- Provided records:
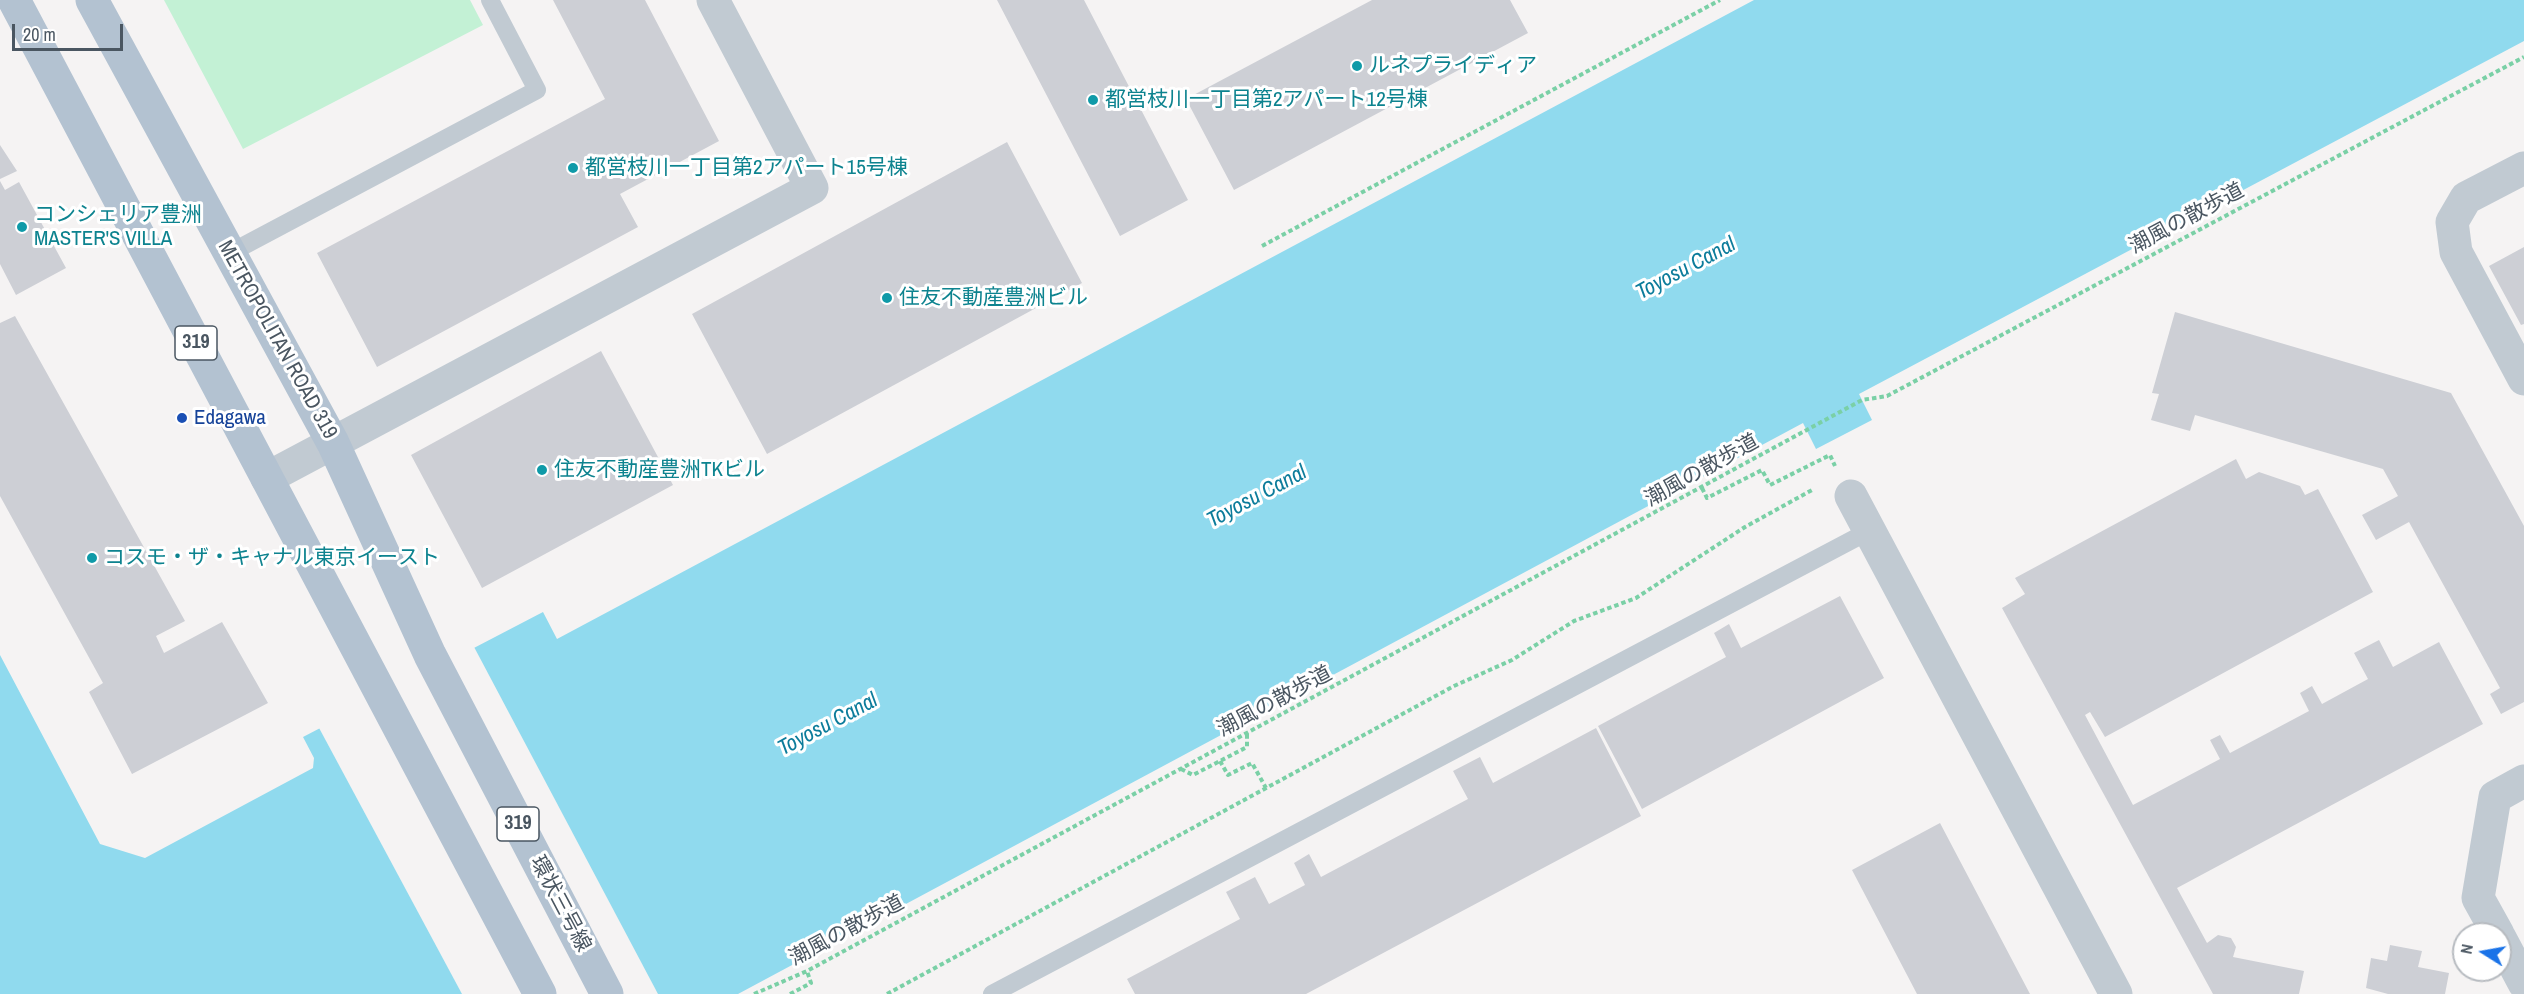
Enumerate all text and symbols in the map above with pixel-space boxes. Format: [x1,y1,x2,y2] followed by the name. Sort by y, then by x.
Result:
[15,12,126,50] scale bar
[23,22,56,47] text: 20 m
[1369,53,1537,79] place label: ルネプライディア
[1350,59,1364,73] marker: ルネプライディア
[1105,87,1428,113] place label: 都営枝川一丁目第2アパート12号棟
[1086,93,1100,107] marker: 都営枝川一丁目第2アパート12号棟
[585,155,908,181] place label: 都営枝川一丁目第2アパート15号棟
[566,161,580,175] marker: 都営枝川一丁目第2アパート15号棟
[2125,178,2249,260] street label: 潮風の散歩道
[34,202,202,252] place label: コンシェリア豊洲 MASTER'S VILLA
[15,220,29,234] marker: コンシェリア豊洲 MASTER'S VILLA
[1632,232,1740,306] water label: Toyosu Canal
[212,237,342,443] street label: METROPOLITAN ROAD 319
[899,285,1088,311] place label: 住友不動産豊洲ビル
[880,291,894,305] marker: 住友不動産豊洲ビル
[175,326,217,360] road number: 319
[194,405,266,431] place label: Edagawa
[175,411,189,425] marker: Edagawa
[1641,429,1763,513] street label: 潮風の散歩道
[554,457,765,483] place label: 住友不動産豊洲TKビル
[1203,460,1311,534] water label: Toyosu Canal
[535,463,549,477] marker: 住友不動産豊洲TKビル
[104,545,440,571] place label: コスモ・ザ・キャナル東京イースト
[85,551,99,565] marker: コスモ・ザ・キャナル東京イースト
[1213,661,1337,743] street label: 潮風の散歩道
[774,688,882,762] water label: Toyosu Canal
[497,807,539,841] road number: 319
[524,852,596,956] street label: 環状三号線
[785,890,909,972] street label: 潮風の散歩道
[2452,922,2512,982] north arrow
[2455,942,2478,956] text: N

==

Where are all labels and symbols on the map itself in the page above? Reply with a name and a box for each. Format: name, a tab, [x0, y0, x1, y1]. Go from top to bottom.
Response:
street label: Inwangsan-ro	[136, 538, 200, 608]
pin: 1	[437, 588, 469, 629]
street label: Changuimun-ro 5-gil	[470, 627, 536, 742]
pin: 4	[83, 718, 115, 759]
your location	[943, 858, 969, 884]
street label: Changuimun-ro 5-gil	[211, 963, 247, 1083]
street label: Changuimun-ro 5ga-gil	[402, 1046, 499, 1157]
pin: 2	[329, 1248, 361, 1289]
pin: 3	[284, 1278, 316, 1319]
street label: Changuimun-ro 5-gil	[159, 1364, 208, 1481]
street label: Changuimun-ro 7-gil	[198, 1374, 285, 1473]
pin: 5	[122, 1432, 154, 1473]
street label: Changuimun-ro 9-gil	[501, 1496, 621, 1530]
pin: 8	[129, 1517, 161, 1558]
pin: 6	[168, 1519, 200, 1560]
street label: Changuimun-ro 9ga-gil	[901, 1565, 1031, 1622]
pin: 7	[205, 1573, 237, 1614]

- Work instructions:
Each line in the data that holds the string "above" should be found and copied.

- Result:
Enumerate all text and symbols in the map above with pixel-space boxes. Format: [x1,y1,x2,y2] followed by the name. Sort by y, then by x.
Where are all labels and symbols on the map itself in the page above? Reply with a name and a box for each. Format: name, a tab, [x0, y0, x1, y1]. Go from top to bottom.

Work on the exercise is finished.